[Collected data]
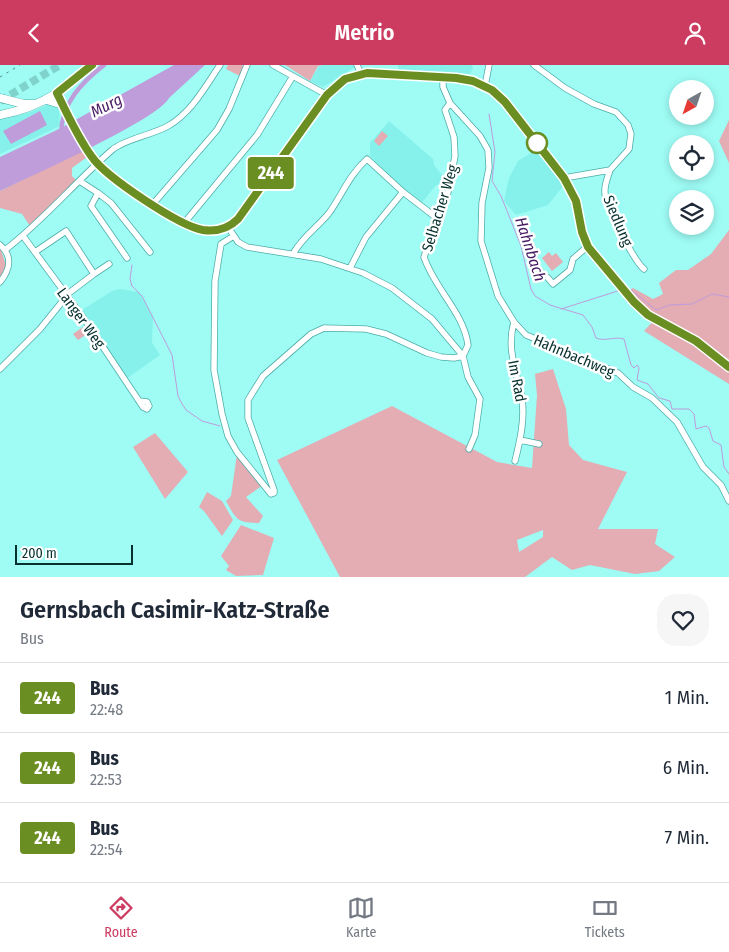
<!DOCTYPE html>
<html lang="de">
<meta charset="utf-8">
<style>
:root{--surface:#fff;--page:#f6f6f7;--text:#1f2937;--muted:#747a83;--line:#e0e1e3;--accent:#cc3c60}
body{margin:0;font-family:"Fira Sans Condensed",sans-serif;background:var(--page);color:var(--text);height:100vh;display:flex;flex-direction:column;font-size:19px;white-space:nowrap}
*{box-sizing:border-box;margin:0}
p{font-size:16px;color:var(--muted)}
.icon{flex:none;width:28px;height:28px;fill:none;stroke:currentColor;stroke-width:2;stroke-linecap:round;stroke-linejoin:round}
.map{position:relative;height:512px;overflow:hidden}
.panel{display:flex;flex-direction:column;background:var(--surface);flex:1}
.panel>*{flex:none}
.badge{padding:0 10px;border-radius:4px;font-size:18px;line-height:32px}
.needle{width:32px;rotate:220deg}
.tools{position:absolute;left:669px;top:15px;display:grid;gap:10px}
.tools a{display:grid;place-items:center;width:45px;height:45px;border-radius:50%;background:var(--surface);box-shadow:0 2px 8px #0003;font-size:25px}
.scale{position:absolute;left:15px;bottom:12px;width:118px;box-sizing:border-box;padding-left:5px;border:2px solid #06312f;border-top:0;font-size:14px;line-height:18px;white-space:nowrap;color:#06312f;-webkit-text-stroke:4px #fff;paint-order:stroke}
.map>.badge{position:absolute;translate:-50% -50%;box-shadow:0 0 0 2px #fff}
.round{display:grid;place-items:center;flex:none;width:52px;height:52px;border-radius:20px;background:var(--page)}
.summary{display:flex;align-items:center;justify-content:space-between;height:85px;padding:0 20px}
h1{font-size:24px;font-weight:600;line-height:38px}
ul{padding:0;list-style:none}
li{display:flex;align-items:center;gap:15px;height:70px;padding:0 20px;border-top:1px solid var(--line)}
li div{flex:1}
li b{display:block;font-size:19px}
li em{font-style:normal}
li .badge{min-width:55px;font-weight:700;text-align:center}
header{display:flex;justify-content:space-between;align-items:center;height:65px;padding:0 20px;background:var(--accent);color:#fff;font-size:22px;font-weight:600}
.tab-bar{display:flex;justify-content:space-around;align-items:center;height:70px;border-top:1px solid var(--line);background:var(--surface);font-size:14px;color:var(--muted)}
.tab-bar a{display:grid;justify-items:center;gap:2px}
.tab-bar .on{color:var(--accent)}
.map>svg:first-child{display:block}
.built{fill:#86f1ea}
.green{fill:#e4acb3;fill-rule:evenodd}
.water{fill:#bf9cda}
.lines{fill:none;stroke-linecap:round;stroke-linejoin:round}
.stream{stroke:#bf9cda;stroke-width:1}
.canal{stroke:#bf9cda;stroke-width:4.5}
.major-tunnel{stroke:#80d3cd;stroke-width:8;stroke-dasharray:8 4;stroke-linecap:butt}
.minor-casing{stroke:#4caca6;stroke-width:7}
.major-casing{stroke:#4caca6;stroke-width:9}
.minor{stroke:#fff;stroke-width:5.5}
.major{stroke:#fff;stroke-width:8}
.rail{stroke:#4d8f8b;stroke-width:1;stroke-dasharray:2.5 5;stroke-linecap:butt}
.line-casing{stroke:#fff;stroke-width:11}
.line{stroke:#6b8e23;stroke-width:8}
.stop-dot{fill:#fff;stroke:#6b8e23;stroke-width:2.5}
.labels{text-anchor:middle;stroke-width:5;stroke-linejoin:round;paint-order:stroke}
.street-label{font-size:15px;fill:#06312f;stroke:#fff}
.water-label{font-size:16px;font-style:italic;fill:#491c64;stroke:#fff}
</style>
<header><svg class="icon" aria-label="back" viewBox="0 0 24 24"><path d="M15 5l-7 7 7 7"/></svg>Metrio<svg class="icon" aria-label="person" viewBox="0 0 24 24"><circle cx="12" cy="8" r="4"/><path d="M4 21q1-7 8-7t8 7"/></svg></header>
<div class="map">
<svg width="729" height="512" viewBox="0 0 729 512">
<rect width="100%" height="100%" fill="#9efcf5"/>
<path class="built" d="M 323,0 L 354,0 L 355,2 L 323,22 L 310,16 L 319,1 Z
M 398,0 L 472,0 L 473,3 L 470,9 L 398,6 Z
M 51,38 L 59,41 L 60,61 L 0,89 L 0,53 L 31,47 Z
M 389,56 L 433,94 L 434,100 L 442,110 L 440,119 L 436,120 L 421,139 L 404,127 L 370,91 L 370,78 Z
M 537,84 L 564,116 L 564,120 L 548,140 L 516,150 L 504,136 L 509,113 L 518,96 Z
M 120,224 L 139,227 L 142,232 L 153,252 L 152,278 L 160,290 L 126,314 L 79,247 L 112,226 Z"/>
<path class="green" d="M 228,0 L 242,0 L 244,2 L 240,11 L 226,4 Z
M 285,0 L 323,0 L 318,1 L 310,16 Z
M 729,55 L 729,98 L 719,76 Z
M 382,66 L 388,71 L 379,81 L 374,76 Z
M 83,85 L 87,92 L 72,103 L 72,111 L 77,116 L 30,161 L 22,149 L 0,143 L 0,126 Z
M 729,165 L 729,319 L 644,266 L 658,251 L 633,235 L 628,226 L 633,223 L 653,234 L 663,229 L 659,218 L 676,205 L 688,205 L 711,189 Z
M 0,182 L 6,200 L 0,213 Z
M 549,187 L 552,191 L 556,188 L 563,197 L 552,206 L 542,193 Z
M 83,262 L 87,269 L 78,275 L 73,269 Z
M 553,304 L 566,344 L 569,380 L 583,395 L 627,407 L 598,464 L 658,464 L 655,479 L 675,492 L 659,506 L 635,509 L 590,500 L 572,505 L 552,492 L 525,512 L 340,512 L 277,395 L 392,341 L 497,397 L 532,403 L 537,330 L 535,309 ZM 543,465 L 543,472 L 519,487 L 517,475 Z
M 155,368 L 188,407 L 165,434 L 133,382 Z
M 237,389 L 263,420 L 246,432 L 263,451 L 259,458 C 237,458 236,454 226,436 L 231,431 Z
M 207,427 L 222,436 L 233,455 L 222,471 L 204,446 L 199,442 Z
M 241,460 L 274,473 L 263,510 L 236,511 L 226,505 L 229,501 L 221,491 Z"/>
<path class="water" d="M 174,0 L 205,0 L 169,33 C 159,54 29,112 0,126 L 0,92 L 61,63 Z
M 40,46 L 47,60 L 11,79 L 3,66 Z"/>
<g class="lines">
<path class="stream" d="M 489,49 L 495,87 L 492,116 L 501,131 L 521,181 L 531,224 L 535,231 L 550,240 L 583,250 L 592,262 L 596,273 C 605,277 615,271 624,274 L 631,300 L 634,303 L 637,300 L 639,303 L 637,315 L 648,319 L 659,333 L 670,336 L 672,344 L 689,344 L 694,349 L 696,364 L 706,361 L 709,363 L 713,376 L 721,380 L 724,402 L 729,409
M 132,200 L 130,214 L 132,221 L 142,231 L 172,290 L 178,331 L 181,337 L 186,345 L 202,356 L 220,361
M 630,224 L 656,245 L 670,240 L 692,239 L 712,229 L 729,232
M 561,244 L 621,225"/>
<path class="canal" d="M 61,68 C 62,38 81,18 104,0"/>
<path class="major-tunnel" d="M 0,36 L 60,0"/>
<defs>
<path id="minor" d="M 92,0 L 57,28 C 67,49 78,73 92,92 C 106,112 179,161 203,165 C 217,167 229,163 238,154 L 327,30 L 345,14 L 367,8 L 456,13 L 473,16 L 492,25 L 505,37 L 564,113 L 576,136 L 582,167 L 588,181 L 634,237 L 647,250 L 696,276 L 729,302
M 273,0 L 327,30
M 357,0 L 361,9
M 534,0 L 565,23 L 594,39 L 616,47 L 628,60 L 631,69 L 629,84 L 610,105 L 564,113
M 443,12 L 443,22 L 450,38 L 480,71 L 488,85 L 489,103 L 482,138 L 481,176 L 498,231 L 514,257 L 526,270 L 618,308 L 633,322 L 652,333 L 677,357 L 703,402 L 721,420 L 729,436
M 485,21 L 489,0
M 450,38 L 445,45 L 454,72 L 455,91 L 448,127 L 424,192 C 434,223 464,248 468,280 L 463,291
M 610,105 C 608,112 604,120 605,128 C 605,140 634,196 644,204
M 81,117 L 98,128 L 91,141 L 127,193
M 98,128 L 111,138 L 150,187
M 153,139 L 217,65 L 229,44 L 247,0
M 185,157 L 257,70 L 293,11
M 228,162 L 238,177 L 247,182 L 321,194 L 363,208 L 392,223 L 432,254 L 463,291 L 468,312 L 480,334 L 475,370 L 469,384
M 23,171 L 85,255 L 143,342 L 147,344 L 149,341 L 147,337 L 139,336
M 232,172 L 221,179 L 215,216 L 214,305 L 222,349 L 228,371 L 237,387 L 271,429 L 274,428 L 274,425 L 248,353 L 248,335 L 263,311 L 311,269 L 324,263 L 366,264 L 386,269 L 427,288 L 441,292 L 454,293 L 463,291
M 0,180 C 13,191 10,205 0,217
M 5,185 C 44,155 75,117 112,85 C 125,74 152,70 168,61 C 192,47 205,22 220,0
M 35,187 L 66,166 L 94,209 L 65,231
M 293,189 C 302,172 317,163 329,148 C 342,130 349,110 367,94 L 403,127 L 438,154
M 350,203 L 366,172 L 403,127
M 94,209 L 109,199
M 548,213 L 553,219 L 570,205 L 573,194 L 588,181
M 514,257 C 506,285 517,306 522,334 C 525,354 520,376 515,396
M 0,304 L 40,264 L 66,232
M 520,375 L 539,379"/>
<path id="major" d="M 0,33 L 24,39 L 34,39
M 47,35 L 63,40
M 0,50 C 22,46 38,40 57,28"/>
</defs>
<use href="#minor" class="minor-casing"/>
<use href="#major" class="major-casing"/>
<use href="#minor" class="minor"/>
<use href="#major" class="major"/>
<path class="rail" d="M 0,12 L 20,0"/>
</g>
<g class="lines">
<defs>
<path id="line" d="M 92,0 L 57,28 C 67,49 78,73 92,92 C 106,112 179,161 203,165 C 217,167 229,163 238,154 L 327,30 L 345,14 L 367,8 L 456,13 L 473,16 L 492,25 L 505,37 L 564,113 L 576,136 L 582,167 L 588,182 L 634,237 L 648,250 L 696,276 L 729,302"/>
</defs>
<use href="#line" class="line-casing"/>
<use href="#line" class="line"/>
</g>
<circle class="stop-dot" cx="537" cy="78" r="10"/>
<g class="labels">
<g class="street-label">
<text transform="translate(440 143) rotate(-73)" y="5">Selbacher Weg</text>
<text transform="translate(618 156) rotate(67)" y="5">Siedlung</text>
<text transform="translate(81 253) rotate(54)" y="5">Langer Weg</text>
<text transform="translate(574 291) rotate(23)" y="5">Hahnbachweg</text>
<text transform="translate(517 316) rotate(79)" y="5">Im Rad</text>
</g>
<g class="water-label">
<text transform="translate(106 40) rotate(-27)" y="6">Murg</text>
<text transform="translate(531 184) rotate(72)" y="6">Hahnbach</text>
</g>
</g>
</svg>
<div class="tools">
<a><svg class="needle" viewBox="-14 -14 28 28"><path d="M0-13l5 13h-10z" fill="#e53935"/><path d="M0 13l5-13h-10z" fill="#747a83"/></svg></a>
<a><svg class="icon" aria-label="locate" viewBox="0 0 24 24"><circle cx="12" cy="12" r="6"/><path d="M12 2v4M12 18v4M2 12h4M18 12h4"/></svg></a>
<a><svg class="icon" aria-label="layers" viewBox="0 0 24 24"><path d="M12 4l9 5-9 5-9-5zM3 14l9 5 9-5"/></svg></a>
</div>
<div class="scale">200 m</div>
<b class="badge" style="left:271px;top:108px;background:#6b8e23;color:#fff">244</b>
</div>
<section class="panel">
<div class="summary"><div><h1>Gernsbach Casimir-Katz-Straße</h1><p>Bus</p></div><a class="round"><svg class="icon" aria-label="heart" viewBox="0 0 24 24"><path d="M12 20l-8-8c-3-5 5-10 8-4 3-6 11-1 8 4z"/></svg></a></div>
<ul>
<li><span class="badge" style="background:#6b8e23;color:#fff">244</span><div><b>Bus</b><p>22:48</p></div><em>1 Min.</em></li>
<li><span class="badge" style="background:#6b8e23;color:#fff">244</span><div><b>Bus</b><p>22:53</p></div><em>6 Min.</em></li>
<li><span class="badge" style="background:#6b8e23;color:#fff">244</span><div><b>Bus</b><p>22:54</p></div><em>7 Min.</em></li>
</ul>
</section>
<nav class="tab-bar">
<a class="on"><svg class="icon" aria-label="directions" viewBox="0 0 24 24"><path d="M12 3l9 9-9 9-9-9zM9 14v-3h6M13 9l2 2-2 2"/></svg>Route</a>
<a><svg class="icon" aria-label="map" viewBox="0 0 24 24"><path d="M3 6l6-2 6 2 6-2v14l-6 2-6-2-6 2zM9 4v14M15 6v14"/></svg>Karte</a>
<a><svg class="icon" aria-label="tickets" viewBox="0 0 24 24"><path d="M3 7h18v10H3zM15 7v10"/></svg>Tickets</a>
</nav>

### Description of the task
The lines holding the word "casing" are the answer. Find them in the entries and copy them.

### Expected answer
.minor-casing{stroke:#4caca6;stroke-width:7}
.major-casing{stroke:#4caca6;stroke-width:9}
.line-casing{stroke:#fff;stroke-width:11}
<use href="#minor" class="minor-casing"/>
<use href="#major" class="major-casing"/>
<use href="#line" class="line-casing"/>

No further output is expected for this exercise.